On Magnum Hunter's recent quarterly conference call CEO Gary Evans had this to say about the company's decision to exit the Eagle Ford in favor of the Utica:
... [We've] taken that money, and we've paid down our debt. But we've also made a strategic decision to significantly enhance our existing position in the Utica ... And we've strategically been accumulating acreage in these plays for the past 3 years ... And we have derived a comfort level of the acreage that we already owned, and we have felt and our board has felt that we needed to increase that position ... So what we see with respect to this region of the Utica is extremely exciting to us.
He went on to say that the estimated ultimate recovery of each well in the Utica on a barrel of oil equivalent basis could be double (or greater) than what it was seeing in the Eagle Ford. What that means, despite the fact that the play contains a lot of natural gas, is that when looking at the overall returns, the Utica "competes very favorably with any oil well in the United States."
This is why the play is attracting a lot of capital from companies like Gulfport Energy and Rex Energy . Gulfport has been especially aggressive in its targeting of the play; the company is spending more than 85% of its 2013 capital budget on it. That Utica-focused capital is what has fueled the company's 23% year-over-year growth in production. Further, like Magnum Hunter, it has continued to accumulate acreage in the play over the past year because it really likes what it's seeing there.

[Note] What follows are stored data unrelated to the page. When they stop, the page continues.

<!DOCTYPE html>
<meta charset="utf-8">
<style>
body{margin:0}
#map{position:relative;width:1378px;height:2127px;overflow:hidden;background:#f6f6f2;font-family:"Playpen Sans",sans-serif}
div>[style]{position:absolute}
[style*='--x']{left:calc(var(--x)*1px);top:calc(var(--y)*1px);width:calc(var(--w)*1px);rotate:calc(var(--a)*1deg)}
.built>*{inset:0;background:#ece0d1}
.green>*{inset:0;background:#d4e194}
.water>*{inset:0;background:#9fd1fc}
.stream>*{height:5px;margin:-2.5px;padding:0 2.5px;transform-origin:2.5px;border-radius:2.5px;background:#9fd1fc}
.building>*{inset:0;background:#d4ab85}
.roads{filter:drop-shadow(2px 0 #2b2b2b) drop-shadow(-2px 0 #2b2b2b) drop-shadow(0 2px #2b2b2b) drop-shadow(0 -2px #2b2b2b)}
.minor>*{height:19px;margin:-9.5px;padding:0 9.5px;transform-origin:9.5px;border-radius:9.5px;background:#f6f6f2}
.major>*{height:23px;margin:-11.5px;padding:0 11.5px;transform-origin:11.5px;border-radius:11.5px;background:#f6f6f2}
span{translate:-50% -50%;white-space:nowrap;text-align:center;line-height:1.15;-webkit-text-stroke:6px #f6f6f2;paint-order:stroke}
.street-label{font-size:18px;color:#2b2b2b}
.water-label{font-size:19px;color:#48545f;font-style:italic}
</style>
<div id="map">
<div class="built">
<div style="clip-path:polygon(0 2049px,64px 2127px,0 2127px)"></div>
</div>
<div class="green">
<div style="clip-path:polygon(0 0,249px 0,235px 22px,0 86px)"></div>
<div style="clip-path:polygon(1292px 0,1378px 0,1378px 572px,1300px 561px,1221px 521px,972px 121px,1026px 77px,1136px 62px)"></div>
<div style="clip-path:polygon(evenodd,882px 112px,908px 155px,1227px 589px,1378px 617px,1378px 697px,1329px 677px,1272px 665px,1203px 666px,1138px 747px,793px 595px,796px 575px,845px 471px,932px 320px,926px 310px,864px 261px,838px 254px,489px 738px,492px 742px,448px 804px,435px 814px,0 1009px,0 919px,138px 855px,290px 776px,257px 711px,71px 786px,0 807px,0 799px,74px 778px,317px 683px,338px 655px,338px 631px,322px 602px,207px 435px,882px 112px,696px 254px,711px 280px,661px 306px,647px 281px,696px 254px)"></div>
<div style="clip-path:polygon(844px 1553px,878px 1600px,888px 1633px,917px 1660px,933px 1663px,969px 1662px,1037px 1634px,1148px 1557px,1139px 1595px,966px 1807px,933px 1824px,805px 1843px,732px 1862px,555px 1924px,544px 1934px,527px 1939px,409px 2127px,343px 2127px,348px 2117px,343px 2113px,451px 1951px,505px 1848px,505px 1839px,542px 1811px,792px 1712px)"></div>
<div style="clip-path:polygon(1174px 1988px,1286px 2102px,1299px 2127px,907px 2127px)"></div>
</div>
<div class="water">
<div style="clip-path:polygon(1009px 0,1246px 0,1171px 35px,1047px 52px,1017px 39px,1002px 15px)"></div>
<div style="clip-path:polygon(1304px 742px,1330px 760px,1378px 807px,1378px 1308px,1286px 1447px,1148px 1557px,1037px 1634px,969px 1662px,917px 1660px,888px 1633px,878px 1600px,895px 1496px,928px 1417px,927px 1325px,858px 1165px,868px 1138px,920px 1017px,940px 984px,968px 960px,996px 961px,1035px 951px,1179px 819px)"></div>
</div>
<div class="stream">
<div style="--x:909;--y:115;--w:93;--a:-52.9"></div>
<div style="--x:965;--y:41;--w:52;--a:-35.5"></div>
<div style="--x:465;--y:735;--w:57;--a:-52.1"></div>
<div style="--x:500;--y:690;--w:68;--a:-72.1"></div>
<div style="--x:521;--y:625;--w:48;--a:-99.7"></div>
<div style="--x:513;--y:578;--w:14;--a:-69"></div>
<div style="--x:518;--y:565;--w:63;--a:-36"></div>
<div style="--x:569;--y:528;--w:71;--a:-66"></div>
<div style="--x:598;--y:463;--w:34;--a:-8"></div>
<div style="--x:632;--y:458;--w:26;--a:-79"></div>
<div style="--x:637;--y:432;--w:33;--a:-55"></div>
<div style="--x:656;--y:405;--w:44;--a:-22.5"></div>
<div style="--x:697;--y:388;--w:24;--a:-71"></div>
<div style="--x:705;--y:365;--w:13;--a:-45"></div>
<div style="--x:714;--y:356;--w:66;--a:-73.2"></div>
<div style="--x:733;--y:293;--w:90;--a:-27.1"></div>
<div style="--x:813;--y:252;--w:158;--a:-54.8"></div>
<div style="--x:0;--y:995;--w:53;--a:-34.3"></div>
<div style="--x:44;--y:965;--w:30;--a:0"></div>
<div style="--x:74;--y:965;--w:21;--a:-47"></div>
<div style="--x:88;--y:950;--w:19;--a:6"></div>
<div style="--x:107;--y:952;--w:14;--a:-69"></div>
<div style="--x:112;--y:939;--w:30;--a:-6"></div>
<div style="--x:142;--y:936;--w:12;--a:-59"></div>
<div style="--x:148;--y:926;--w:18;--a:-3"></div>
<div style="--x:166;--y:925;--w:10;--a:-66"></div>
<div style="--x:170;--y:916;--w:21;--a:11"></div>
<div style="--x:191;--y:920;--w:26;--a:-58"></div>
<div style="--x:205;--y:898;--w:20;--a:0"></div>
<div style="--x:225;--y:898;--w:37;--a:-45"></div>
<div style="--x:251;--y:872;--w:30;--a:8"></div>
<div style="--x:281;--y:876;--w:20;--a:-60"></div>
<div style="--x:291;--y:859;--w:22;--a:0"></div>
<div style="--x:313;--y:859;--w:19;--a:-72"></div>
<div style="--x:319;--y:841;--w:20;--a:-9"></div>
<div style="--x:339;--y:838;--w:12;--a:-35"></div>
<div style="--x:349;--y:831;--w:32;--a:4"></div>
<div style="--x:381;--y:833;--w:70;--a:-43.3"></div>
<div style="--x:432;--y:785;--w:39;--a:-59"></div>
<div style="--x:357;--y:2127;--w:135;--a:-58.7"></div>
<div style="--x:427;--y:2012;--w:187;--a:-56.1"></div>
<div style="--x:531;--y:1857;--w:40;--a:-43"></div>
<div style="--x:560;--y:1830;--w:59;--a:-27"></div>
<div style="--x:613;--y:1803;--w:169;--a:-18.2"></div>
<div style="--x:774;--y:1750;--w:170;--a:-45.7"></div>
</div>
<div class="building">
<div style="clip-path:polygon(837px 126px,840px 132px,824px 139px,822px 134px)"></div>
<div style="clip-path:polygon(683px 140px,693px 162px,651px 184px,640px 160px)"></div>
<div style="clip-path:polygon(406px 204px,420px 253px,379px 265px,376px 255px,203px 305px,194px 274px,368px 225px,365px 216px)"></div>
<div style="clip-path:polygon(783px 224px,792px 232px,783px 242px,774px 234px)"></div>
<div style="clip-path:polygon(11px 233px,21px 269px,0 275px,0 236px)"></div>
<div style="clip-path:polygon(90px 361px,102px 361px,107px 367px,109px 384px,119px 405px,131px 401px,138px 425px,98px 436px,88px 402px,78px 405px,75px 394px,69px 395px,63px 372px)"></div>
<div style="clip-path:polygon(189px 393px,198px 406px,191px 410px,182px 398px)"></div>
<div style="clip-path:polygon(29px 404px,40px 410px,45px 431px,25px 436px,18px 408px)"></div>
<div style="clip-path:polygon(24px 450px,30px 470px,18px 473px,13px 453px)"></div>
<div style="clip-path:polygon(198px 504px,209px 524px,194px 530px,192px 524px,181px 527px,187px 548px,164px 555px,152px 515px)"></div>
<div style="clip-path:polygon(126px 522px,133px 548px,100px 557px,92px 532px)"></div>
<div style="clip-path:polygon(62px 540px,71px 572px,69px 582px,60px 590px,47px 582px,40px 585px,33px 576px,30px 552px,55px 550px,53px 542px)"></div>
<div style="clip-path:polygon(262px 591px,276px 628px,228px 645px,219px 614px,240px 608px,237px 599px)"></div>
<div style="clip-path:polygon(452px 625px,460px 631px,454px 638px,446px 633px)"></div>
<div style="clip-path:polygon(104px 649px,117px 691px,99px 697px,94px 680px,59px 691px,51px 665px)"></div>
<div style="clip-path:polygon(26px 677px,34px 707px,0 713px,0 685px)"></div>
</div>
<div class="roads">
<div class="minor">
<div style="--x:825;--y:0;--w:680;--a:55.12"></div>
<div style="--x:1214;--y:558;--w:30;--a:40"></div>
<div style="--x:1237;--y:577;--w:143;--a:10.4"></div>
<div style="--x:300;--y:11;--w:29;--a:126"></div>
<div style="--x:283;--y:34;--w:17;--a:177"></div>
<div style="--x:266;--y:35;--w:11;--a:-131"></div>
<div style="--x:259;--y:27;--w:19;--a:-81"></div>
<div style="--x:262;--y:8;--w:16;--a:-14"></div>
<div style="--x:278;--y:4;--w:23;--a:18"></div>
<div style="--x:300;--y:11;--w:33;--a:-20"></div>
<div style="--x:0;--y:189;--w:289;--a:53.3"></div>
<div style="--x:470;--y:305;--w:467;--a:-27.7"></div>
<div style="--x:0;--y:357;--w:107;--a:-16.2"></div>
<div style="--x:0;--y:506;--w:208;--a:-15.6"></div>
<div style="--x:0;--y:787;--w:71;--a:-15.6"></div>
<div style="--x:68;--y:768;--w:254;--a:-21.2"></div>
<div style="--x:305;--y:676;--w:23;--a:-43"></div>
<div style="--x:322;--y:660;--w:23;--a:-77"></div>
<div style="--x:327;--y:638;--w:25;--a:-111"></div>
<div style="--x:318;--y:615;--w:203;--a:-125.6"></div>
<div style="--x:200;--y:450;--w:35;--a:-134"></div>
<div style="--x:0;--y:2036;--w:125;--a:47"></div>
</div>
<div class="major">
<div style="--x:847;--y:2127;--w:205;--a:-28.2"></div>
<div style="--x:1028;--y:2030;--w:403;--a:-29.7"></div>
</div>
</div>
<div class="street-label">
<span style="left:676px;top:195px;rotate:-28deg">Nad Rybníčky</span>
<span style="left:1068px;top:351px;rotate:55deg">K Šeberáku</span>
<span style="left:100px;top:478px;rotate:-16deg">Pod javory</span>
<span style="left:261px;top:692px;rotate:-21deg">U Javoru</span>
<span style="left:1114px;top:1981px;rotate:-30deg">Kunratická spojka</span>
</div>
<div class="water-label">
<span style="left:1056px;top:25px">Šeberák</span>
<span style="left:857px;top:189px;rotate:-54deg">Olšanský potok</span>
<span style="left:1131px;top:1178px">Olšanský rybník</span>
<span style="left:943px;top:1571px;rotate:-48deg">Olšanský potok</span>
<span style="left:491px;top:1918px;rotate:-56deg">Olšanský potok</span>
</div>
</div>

Rex Energy has also enjoyed excellent results in its Utica wells. Three of the company's wells in its southern prospect produced a 30-day average sales rate of 1,588 barrels of oil equivalent per day. Made up of 55% liquids, these wells are very liquids-rich, which leads to solid economics. Rex has also been adding to its position in the Utica as it builds around its core acreage position.
For producers not looking for big oil gains, the Utica continues to delight. It really goes to show that one man's trash can really become another's treasure. In Magnum Hunter's case, it cashed in on the treasure of the Eagle Ford and is looking to pick up the pieces of the Utica that others have left behind. If its results turn out to be as good as what its peers are seeing, that move could really pay off.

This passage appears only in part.